FBI Files Reveal Plot to Kill Queen Elizabeth II
- BBC.co.uk
VIVA – The Federal Bureau of Investigation (FBI) has released files relating to the late Queen Elizabeth II’s travels to the United States, following her death last year.
The files show how the FBI, which helped secure the monarch's safety during her visits, worried about IRA threats. The assassination threat was made to a police officer in San Francisco.
According to the file, an officer who frequented an Irish pub in San Francisco warned federal agents about a call from a man he had met at the venue. The officer said the man told him he was seeking revenge for his daughter who "had been killed in Northern Ireland by a rubber bullet."
The threat came on February 4, 1983 about a month ahead of Queen Elizabeth II and her husband Prince Philip's visit to California.
"He was going to attempt to harm Queen Elizabeth and would do this either by dropping some object off the Golden Gate Bridge onto the Royal Yacht Britannia when it sails underneath, or would attempt to kill Queen Elizabeth when she visited Yosemite National Park," the document said as reported from BBC site.
In response to the threat, the Secret Service had planned to "close the walkways on the Golden Gate Bridge as the yacht nears".
It is unclear what measures were taken at Yosemite, but the visit went ahead.
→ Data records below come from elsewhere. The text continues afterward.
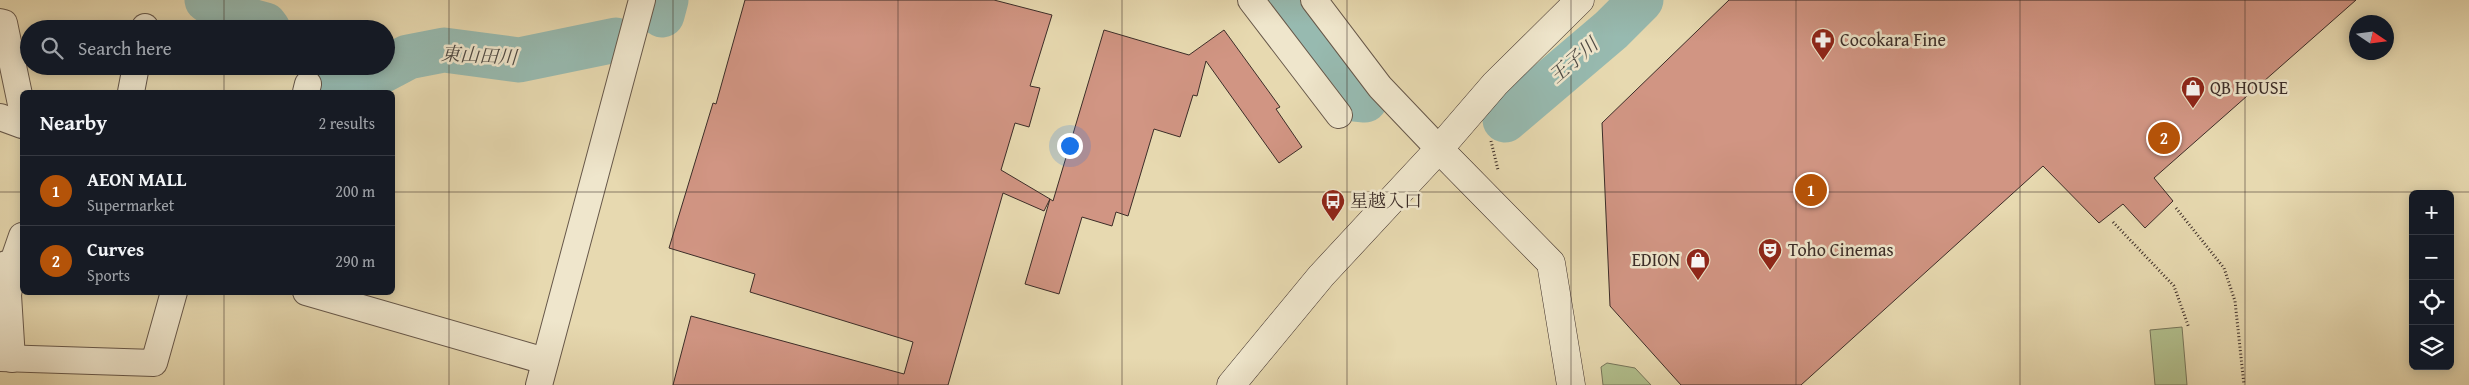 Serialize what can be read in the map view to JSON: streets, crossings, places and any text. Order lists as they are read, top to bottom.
{
  "water": ["東山田川", "王子川"],
  "places": {
    "pharmacy": ["Cocokara Fine"],
    "shop": ["QB HOUSE", "EDION"],
    "bus stop": ["星越入口"],
    "theatre": ["Toho Cinemas"]
  },
  "north": "right",
  "page": {
    "search": "Search here",
    "heading": ["Nearby", "2 results"],
    "pins": ["2", "1"],
    "list": [
      {
        "mark": "1",
        "name": "AEON MALL",
        "note": "Supermarket",
        "value": "200 m"
      },
      {
        "mark": "2",
        "name": "Curves",
        "note": "Sports",
        "value": "290 m"
      }
    ],
    "map_buttons": ["+", "−"]
  }
}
No details of arrests were published by the FBI.
The 102-page cache was uploaded to the Vault, the FBI's information website, on Monday, following a Freedom of Information Act request submitted by the United States media outlets.
Many of the late Queen's state visits to the US, including the 1983 visit to the West Coast, came during heightened tensions amid the Troubles in Northern Ireland.
In 1976, the late Queen was in New York City for America's Bicentennial celebrations. The documents reveal how a summons was issued to a pilot for flying a small plane over Battery Park with a sign that read "England, Get out of Ireland,"
Moreover, the files show how the FBI remained vigilant to what it considered to be the real potential of threats to the late Queen.
Her second cousin Lord Mountbatten was killed in an IRA bombing off the coast of Country Sligo, Republic of Ireland, in 1979.
Meanwhile, on a state visit in 1991, the late Queen was scheduled to see a Baltimore Orioles baseball game with President George H Bush.
The FBI warned the Secret Service that "Irish groups" were planning protests at the stadium and "an Irish group had reserved a large block of grandstand tickets" to the game.
The bureau stated there might be "additional records" that exist besides the ones released this week, but it did not set out a timetable for their publication.